Sprechen wir Anglodeutsch?

As I wade daily in the verbal streams that flow through Medialand, English seems to be getting more Germanic every day. Not that German is conquering English; overwhelmingly, English vocabulary is crowding into German, as into many other languages. For instance, when I spoke with Tom Bonfiglio of the University of Richmond in Virginia, he talked of "neue Anglodeutsch," a blend of German and American words that is widely used, especially in northern Germany, especially in computers and technology.

He gave as an example the term hypercard, a kind of software package. He demonstrated its pronunciation, giving it an accent that sounded lost somewhere over the North Atlantic.

There are a handful of German expressions in vogue in English now: "Uber," without its umlaut, as in "Ubermom," perhaps a more heroic (more Valkyrie-like?) equivalent of "supermom." Bonfiglio told of a colleague who reported finding a teaching job in the "Uber-suburbs," the spiffy ones. Then there's Fahrvergnügen, pleasure in driving, which Volkswagen tried and largely failed to graft onto English.

While the influence of contemporary German on modern English is limited, Bonfiglio noted, there's plenty of evidence of the "persistence of a Germanic substrate in English." You might say, he suggested, that "English is rediscovering its Germanic roots." Consider compound adjectives like "cable-ready," "age-appropriate" or "gender-specific"; the words are English but the structure is very Germanic. The Romance languages express concepts like this with phrases like "ready for cable" or "appropriate for his age."

German is famous for its long words.

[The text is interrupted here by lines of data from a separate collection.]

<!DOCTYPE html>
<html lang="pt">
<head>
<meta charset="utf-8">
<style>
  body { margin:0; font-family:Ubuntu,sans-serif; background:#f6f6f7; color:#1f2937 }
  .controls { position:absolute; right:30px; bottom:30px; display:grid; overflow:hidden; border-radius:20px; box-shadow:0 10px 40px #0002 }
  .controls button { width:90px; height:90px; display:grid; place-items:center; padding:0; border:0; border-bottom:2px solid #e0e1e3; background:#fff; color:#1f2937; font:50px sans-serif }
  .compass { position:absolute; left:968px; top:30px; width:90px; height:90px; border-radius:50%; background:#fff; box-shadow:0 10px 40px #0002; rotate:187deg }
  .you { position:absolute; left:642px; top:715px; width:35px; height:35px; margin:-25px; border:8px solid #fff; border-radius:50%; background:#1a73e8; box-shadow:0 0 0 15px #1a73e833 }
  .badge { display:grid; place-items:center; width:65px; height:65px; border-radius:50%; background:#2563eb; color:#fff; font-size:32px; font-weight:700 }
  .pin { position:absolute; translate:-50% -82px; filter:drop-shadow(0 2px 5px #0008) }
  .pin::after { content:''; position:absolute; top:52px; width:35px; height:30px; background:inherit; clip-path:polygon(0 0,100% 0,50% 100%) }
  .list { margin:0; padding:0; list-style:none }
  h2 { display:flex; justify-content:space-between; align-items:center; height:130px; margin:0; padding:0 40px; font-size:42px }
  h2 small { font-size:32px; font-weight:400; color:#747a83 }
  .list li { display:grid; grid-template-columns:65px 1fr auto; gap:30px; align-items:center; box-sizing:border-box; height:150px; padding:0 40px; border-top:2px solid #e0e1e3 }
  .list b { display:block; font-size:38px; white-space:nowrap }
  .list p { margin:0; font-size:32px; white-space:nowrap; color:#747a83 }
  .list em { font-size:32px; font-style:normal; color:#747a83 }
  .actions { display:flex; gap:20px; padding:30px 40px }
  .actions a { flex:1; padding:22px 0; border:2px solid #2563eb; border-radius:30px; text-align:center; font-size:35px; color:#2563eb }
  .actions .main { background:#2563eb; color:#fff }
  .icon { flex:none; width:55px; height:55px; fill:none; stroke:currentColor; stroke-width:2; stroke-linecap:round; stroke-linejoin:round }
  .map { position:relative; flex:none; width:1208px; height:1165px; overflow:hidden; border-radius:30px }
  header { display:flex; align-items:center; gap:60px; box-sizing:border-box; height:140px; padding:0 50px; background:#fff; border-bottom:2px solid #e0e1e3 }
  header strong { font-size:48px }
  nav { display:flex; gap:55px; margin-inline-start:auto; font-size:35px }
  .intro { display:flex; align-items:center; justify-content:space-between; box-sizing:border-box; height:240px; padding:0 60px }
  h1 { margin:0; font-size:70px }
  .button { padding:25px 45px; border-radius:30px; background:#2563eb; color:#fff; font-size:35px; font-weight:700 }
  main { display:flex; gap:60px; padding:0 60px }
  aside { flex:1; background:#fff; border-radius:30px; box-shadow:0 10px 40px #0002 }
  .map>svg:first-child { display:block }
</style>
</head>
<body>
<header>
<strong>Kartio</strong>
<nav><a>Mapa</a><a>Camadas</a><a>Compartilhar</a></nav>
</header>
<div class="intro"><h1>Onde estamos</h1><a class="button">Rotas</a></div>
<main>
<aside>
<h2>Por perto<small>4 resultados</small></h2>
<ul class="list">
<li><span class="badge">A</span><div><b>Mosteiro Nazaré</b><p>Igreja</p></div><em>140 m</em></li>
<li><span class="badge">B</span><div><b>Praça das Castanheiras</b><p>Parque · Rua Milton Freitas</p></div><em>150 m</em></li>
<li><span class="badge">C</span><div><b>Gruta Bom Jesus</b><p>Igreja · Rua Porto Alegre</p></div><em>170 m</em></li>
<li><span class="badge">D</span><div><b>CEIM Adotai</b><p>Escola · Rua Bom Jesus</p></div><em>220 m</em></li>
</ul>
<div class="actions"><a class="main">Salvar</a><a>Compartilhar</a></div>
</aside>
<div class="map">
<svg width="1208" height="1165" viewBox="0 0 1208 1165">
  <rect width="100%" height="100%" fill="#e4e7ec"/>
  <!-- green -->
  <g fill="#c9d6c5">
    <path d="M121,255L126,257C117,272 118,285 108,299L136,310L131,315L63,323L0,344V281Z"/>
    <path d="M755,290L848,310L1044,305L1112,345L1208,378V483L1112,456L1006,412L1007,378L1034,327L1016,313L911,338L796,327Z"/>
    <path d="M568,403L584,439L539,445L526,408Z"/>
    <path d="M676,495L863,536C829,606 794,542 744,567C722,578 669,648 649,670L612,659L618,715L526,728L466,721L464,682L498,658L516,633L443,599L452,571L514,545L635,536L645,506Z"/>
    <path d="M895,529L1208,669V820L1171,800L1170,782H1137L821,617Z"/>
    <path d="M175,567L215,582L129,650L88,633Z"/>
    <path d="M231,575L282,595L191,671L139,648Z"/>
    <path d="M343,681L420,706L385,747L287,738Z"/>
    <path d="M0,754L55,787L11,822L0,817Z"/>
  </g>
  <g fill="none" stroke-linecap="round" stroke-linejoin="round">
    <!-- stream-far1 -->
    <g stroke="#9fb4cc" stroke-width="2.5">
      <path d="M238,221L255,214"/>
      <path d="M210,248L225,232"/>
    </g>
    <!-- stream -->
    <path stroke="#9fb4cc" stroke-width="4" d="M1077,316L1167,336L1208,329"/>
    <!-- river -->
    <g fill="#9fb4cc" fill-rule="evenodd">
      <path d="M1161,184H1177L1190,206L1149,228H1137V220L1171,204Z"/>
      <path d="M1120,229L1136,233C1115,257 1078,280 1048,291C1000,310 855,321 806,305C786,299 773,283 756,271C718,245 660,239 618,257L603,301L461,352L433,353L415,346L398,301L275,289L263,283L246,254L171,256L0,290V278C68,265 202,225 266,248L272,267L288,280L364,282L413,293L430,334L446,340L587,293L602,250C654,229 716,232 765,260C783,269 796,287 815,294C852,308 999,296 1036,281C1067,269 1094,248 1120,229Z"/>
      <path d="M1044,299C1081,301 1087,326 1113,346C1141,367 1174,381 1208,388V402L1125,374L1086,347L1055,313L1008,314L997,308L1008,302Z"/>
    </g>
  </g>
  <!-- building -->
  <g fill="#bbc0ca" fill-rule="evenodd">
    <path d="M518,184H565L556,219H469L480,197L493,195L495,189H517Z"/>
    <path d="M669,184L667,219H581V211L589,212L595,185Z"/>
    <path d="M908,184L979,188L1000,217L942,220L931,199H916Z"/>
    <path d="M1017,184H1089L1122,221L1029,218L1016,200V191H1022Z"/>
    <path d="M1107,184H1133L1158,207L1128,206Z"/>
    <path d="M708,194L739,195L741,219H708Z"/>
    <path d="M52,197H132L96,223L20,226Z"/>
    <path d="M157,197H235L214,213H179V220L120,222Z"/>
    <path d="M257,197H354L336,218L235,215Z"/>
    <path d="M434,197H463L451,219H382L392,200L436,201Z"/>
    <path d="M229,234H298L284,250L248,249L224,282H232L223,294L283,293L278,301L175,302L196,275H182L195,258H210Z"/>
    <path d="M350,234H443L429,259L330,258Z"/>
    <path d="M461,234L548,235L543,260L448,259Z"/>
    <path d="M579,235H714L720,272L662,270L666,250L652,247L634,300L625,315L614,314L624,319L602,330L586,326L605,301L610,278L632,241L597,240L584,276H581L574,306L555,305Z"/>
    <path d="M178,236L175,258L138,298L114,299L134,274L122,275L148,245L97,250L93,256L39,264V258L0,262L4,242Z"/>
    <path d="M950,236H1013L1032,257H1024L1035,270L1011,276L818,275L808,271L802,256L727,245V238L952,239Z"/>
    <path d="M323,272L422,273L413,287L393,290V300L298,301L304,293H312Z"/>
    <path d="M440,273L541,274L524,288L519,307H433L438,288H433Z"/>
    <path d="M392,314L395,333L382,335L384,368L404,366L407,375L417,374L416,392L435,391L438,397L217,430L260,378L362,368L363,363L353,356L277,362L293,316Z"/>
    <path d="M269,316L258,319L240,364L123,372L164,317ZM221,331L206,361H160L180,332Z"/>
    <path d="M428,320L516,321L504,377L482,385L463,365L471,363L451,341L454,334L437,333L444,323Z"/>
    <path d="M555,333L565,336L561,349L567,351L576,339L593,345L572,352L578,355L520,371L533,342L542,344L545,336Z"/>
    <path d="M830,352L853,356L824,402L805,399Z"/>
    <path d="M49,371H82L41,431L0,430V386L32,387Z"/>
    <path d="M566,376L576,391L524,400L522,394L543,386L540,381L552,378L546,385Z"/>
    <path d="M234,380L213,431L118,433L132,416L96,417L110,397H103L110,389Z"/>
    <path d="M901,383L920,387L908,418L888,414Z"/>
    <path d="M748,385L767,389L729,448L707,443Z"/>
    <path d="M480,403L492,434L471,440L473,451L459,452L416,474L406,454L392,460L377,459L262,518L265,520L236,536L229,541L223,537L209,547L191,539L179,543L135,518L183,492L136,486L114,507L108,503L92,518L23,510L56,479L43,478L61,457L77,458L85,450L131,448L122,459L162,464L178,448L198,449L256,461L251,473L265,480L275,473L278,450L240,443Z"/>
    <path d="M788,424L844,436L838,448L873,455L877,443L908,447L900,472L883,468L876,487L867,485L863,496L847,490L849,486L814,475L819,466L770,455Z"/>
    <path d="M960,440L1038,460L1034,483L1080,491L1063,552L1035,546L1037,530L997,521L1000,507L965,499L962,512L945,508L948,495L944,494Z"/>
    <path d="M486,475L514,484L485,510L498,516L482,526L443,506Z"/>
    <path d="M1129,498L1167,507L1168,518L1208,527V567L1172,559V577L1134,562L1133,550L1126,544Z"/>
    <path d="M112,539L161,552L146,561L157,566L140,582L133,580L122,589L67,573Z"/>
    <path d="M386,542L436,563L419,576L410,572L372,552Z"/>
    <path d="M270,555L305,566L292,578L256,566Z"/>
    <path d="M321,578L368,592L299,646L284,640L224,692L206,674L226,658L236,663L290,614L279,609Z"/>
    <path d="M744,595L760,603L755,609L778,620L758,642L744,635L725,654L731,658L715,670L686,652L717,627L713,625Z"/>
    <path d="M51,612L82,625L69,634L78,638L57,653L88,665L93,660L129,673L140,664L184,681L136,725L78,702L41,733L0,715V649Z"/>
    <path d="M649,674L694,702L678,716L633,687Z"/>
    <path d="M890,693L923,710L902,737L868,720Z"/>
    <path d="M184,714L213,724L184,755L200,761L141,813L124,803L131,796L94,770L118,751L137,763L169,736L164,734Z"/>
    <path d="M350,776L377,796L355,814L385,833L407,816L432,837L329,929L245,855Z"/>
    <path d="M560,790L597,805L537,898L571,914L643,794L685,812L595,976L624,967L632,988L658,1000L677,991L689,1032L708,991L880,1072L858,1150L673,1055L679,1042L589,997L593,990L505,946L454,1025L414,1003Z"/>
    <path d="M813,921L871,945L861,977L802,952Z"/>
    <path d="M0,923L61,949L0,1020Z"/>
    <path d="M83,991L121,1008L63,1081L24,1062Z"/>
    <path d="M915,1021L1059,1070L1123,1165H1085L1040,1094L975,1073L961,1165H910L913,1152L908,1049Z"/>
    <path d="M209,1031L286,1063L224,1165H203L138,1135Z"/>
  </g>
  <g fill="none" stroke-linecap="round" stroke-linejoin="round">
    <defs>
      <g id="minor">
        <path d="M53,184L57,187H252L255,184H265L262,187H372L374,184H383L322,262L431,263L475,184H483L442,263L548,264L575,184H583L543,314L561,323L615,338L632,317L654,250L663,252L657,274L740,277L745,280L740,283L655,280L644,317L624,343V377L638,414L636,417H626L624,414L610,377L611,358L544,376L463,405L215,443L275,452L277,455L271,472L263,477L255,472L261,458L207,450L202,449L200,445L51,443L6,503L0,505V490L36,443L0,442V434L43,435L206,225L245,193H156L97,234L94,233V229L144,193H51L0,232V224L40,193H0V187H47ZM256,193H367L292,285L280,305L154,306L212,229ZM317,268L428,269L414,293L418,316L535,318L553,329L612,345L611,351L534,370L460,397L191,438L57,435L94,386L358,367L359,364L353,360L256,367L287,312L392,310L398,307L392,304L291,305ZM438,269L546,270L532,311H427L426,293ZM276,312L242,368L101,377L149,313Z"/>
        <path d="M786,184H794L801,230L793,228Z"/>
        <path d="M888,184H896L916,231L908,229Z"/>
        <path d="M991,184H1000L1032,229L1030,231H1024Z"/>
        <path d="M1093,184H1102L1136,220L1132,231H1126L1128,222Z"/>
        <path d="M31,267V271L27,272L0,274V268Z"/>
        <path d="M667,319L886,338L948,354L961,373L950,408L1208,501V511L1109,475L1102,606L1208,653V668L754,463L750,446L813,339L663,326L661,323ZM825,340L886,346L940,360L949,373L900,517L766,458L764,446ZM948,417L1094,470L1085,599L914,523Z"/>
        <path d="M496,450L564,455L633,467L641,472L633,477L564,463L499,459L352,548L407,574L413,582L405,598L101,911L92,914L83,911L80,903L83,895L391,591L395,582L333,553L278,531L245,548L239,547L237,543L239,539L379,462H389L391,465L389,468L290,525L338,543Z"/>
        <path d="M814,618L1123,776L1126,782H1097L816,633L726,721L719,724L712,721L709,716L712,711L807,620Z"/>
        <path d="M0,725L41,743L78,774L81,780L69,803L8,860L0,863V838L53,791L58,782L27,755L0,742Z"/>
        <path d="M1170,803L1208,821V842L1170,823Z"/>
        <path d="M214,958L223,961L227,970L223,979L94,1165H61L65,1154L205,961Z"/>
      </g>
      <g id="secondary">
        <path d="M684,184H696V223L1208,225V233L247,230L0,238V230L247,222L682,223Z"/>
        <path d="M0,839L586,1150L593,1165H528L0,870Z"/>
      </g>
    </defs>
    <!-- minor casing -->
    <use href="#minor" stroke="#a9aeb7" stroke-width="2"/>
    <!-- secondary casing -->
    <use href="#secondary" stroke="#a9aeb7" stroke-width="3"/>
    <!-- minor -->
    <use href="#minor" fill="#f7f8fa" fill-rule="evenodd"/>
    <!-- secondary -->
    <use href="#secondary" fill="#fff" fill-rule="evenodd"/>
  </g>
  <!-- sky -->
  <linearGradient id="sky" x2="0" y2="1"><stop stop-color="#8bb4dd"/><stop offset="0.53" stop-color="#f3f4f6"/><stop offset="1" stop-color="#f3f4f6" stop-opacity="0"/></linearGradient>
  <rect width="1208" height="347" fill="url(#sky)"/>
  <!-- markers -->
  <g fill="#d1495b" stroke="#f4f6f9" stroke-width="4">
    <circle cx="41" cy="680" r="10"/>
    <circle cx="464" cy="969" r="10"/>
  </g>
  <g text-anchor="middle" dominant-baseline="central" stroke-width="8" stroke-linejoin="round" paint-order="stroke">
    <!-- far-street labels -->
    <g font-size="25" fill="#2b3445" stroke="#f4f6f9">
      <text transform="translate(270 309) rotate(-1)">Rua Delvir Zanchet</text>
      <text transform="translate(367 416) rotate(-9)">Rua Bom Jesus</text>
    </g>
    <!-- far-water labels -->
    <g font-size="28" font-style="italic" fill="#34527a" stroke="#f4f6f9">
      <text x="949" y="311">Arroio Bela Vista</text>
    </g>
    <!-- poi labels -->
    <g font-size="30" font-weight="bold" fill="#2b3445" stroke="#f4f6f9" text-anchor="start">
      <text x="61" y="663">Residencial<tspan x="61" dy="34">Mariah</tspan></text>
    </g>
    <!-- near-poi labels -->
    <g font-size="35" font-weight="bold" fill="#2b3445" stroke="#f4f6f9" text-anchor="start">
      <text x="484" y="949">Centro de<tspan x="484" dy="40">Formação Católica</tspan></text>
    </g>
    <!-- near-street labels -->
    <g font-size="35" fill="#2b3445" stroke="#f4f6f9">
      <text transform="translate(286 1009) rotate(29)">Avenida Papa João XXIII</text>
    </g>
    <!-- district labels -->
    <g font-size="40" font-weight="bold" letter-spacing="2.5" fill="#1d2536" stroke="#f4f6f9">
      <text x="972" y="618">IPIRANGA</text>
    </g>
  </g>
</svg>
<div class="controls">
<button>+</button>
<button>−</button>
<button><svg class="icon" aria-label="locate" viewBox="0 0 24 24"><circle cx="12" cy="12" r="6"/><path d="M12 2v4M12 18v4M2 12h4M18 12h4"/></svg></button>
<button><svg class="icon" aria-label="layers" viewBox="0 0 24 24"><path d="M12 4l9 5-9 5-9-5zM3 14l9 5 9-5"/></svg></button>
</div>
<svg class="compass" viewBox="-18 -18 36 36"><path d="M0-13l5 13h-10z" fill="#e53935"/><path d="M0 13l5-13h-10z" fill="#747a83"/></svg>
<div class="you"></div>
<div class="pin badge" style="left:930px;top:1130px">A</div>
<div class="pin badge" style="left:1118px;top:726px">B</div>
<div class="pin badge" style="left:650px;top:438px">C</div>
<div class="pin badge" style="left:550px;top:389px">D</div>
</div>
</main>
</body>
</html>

Of them Mark Twain wrote, in his essay, "The Awful German Language," "These things are not words, they are alphabetical processions." But English does the same thing, just with different punctuation.

Bonfiglio pointed out: "The second baseman's baseball mitt," he said, improvising an example, "is basically all one compound term."

Both languages tend to pile up modifiers in front of nouns. And for informal speakers of both languages, a preposition is a word it's perfectly all right to end a sentence with. Temporal nuances are important to both, as well.

"Germans like to be oriented in time," says Klaus Jaeger, professor of German at Juniata College in Pennsylvania. So, it seems, do modern English speakers. I see a tendency to press temporal adverbs into service to modify nouns: "In 1981, then-President Reagan said such and such," for instance. In an earlier time, we might have assumed that "1981" took care of the "then" part of it.

But German has a nifty set of adjectives that cover a broad range of time relationships - the verbal equivalent of those deluxe sets of wrenches ("32 pieces!") for sale on eBay.

These adjectives would come in extremely handy if you were, say, the gossip columnist for the East Overshoe Overview and wanted to explain a situation like this: "When she was a student, she went to Europe with her of-that-time boyfriend [damalig, 'her then-boyfriend,' some would say today], and it was very awkward when they ran into her of-former-time [ehemalig, even further back in the past] boyfriend at the Louvre. The relationship was never the same after that.

"In fact, at the luggage carousel at the end of the trip back, she made eye contact with somebody new, her after-that-time [nachmalig] husband - who is not to be confused with her now-husband [jetzig], to whom she's been happily married for 10 years now. He's a three-time [dreimalig] mayor of East Overshoe, and he's quite a guy - one of a kind [einmalig, literally 'one-time,' but figuratively 'unique']." If English were to acquire its own version of this particular toolkit, a 21st-century Mark Twain might someday write an essay called "The Awful English Language."